→ **TASK REQUIREMENTS**
Reproduce the complete listing without any deviation.

→ **DATA SHOWN**
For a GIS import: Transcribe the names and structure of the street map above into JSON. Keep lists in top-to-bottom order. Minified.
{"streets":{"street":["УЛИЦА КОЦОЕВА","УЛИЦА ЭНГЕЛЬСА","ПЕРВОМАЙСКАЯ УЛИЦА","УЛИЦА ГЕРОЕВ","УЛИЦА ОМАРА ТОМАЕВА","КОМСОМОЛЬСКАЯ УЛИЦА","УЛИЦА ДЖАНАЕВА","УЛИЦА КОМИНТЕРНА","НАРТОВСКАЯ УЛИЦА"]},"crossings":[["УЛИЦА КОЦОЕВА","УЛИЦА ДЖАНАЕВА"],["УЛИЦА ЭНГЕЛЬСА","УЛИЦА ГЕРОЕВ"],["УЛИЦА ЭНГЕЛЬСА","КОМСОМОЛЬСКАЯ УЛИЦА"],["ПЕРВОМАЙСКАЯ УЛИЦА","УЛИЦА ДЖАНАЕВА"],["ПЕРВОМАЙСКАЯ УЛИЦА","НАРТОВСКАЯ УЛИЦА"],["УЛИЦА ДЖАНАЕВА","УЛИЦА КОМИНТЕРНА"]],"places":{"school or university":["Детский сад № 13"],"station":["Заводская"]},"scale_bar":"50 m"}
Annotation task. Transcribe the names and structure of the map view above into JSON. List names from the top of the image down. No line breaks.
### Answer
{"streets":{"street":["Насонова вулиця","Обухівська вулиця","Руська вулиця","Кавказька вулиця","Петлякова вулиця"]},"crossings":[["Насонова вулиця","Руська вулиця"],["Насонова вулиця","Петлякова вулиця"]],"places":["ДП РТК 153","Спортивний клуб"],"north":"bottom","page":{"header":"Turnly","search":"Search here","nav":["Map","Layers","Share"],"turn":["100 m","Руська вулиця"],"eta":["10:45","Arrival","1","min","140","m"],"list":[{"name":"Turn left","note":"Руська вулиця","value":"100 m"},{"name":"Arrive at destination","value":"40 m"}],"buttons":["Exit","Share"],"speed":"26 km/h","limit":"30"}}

→ **FINAL ANSWER**
For a GIS import: Transcribe the names and structure of the street map above into JSON. Keep lists in top-to-bottom order. Minified.
{"streets":{"street":["УЛИЦА КОЦОЕВА","УЛИЦА ЭНГЕЛЬСА","ПЕРВОМАЙСКАЯ УЛИЦА","УЛИЦА ГЕРОЕВ","УЛИЦА ОМАРА ТОМАЕВА","КОМСОМОЛЬСКАЯ УЛИЦА","УЛИЦА ДЖАНАЕВА","УЛИЦА КОМИНТЕРНА","НАРТОВСКАЯ УЛИЦА"]},"crossings":[["УЛИЦА КОЦОЕВА","УЛИЦА ДЖАНАЕВА"],["УЛИЦА ЭНГЕЛЬСА","УЛИЦА ГЕРОЕВ"],["УЛИЦА ЭНГЕЛЬСА","КОМСОМОЛЬСКАЯ УЛИЦА"],["ПЕРВОМАЙСКАЯ УЛИЦА","УЛИЦА ДЖАНАЕВА"],["ПЕРВОМАЙСКАЯ УЛИЦА","НАРТОВСКАЯ УЛИЦА"],["УЛИЦА ДЖАНАЕВА","УЛИЦА КОМИНТЕРНА"]],"places":{"school or university":["Детский сад № 13"],"station":["Заводская"]},"scale_bar":"50 m"}
Annotation task. Transcribe the names and structure of the map view above into JSON. List names from the top of the image down. No line breaks.
### Answer
{"streets":{"street":["Насонова вулиця","Обухівська вулиця","Руська вулиця","Кавказька вулиця","Петлякова вулиця"]},"crossings":[["Насонова вулиця","Руська вулиця"],["Насонова вулиця","Петлякова вулиця"]],"places":["ДП РТК 153","Спортивний клуб"],"north":"bottom","page":{"header":"Turnly","search":"Search here","nav":["Map","Layers","Share"],"turn":["100 m","Руська вулиця"],"eta":["10:45","Arrival","1","min","140","m"],"list":[{"name":"Turn left","note":"Руська вулиця","value":"100 m"},{"name":"Arrive at destination","value":"40 m"}],"buttons":["Exit","Share"],"speed":"26 km/h","limit":"30"}}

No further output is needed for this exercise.